PROVIDED RECORDS section start

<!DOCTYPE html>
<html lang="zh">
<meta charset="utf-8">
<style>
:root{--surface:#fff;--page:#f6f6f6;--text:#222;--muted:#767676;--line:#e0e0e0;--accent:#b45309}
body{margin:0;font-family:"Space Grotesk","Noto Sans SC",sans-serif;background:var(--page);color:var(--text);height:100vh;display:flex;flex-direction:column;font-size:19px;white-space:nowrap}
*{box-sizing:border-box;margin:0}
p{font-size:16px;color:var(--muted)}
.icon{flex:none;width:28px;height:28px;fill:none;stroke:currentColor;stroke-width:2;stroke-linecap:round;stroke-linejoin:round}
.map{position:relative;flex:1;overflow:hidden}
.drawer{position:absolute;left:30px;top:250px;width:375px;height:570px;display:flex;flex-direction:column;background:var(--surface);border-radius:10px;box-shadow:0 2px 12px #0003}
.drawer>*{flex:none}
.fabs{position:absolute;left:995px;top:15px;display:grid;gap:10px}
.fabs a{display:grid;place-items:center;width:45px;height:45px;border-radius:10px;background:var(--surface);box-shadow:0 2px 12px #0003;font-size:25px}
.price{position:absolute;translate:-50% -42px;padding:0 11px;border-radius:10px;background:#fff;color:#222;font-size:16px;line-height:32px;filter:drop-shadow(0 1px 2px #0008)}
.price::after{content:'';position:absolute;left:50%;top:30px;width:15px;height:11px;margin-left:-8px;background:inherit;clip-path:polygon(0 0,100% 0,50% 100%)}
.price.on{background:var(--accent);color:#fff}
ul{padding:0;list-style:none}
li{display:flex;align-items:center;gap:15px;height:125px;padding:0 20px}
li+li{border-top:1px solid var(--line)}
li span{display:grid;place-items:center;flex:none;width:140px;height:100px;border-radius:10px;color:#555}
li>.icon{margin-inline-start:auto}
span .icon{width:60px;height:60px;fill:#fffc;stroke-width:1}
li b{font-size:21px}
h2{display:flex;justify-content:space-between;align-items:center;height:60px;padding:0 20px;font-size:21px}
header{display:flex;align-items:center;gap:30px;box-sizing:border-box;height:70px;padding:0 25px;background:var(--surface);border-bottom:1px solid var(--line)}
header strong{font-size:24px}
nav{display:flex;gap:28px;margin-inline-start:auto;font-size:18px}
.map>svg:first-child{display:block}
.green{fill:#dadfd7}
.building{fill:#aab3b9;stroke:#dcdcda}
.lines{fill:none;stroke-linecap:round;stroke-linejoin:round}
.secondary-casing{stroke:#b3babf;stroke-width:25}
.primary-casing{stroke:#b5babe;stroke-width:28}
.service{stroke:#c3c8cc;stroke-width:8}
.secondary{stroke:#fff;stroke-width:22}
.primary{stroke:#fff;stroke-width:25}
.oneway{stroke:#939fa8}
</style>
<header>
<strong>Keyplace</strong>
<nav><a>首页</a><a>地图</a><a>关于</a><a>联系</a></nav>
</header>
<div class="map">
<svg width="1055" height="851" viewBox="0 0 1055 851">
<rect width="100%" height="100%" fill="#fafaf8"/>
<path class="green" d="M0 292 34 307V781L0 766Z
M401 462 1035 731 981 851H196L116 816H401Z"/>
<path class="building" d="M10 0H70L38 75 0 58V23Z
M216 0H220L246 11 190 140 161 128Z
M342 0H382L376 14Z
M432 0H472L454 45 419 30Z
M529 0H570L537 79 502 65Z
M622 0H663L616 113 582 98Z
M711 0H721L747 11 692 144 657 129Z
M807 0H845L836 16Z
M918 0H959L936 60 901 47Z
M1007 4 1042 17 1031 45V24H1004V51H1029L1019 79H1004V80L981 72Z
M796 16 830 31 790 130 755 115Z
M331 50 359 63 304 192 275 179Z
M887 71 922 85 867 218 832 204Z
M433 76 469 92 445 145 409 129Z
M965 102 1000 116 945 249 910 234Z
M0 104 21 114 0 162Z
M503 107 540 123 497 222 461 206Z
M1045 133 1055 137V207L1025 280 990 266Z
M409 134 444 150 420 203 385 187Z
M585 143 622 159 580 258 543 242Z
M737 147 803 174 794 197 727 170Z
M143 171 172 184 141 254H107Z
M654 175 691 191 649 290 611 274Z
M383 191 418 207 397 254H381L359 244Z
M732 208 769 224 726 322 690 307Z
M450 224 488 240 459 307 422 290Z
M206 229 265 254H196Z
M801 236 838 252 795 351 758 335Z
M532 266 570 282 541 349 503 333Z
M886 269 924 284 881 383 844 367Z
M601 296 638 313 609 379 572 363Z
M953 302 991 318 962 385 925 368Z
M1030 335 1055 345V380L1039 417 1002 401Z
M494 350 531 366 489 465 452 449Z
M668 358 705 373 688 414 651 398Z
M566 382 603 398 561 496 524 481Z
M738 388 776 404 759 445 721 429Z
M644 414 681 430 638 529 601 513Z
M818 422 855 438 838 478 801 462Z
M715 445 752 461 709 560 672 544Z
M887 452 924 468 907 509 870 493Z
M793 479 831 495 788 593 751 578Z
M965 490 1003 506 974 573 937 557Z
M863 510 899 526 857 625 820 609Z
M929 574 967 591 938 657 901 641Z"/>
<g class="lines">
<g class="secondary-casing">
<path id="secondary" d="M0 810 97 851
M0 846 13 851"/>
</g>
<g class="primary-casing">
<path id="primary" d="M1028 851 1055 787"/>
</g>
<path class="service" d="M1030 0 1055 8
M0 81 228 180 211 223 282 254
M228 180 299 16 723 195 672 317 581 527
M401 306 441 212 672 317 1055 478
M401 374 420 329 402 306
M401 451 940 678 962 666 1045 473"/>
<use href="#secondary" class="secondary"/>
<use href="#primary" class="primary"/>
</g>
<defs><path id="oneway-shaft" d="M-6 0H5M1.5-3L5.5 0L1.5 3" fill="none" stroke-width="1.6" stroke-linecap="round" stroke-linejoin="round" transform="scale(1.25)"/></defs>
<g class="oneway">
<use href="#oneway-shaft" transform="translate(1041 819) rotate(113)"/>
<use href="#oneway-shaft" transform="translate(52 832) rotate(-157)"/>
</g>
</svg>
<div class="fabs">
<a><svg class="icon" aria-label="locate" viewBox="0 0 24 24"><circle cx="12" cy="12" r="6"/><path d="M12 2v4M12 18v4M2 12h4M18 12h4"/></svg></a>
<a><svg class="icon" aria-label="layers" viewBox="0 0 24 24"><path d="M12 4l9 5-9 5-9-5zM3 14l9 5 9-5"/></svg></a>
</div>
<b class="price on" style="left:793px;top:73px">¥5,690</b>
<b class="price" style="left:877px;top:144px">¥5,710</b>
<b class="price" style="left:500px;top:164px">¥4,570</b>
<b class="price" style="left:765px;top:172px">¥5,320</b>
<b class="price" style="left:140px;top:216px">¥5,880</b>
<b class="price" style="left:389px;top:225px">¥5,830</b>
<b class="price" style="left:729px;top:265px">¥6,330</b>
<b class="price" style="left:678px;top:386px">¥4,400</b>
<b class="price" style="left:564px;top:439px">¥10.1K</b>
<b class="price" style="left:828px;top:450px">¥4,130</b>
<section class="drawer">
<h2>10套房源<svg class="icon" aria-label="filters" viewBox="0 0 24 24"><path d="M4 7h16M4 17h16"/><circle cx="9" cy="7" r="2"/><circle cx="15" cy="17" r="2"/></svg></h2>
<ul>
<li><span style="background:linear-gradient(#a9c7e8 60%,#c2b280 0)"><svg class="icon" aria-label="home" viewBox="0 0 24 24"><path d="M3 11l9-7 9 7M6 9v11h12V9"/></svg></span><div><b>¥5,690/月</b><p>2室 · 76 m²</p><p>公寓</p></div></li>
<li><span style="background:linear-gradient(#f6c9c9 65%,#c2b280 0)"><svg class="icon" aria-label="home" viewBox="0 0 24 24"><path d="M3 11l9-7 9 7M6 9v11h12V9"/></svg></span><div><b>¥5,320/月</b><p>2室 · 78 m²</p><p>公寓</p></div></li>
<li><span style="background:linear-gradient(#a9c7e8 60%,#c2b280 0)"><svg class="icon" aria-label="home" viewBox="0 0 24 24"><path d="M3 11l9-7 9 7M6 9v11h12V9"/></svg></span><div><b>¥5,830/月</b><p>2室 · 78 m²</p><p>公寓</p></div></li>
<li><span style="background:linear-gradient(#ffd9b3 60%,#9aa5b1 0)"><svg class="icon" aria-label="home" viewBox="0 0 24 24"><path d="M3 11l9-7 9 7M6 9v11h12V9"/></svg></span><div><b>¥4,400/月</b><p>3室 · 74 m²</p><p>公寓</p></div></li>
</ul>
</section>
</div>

PROVIDED RECORDS section end

● **EXERCISE DESCRIPTION**
Check every line in the material above for the string "radius", then give only the number of lines that have it.

● **ANSWER AREA**
4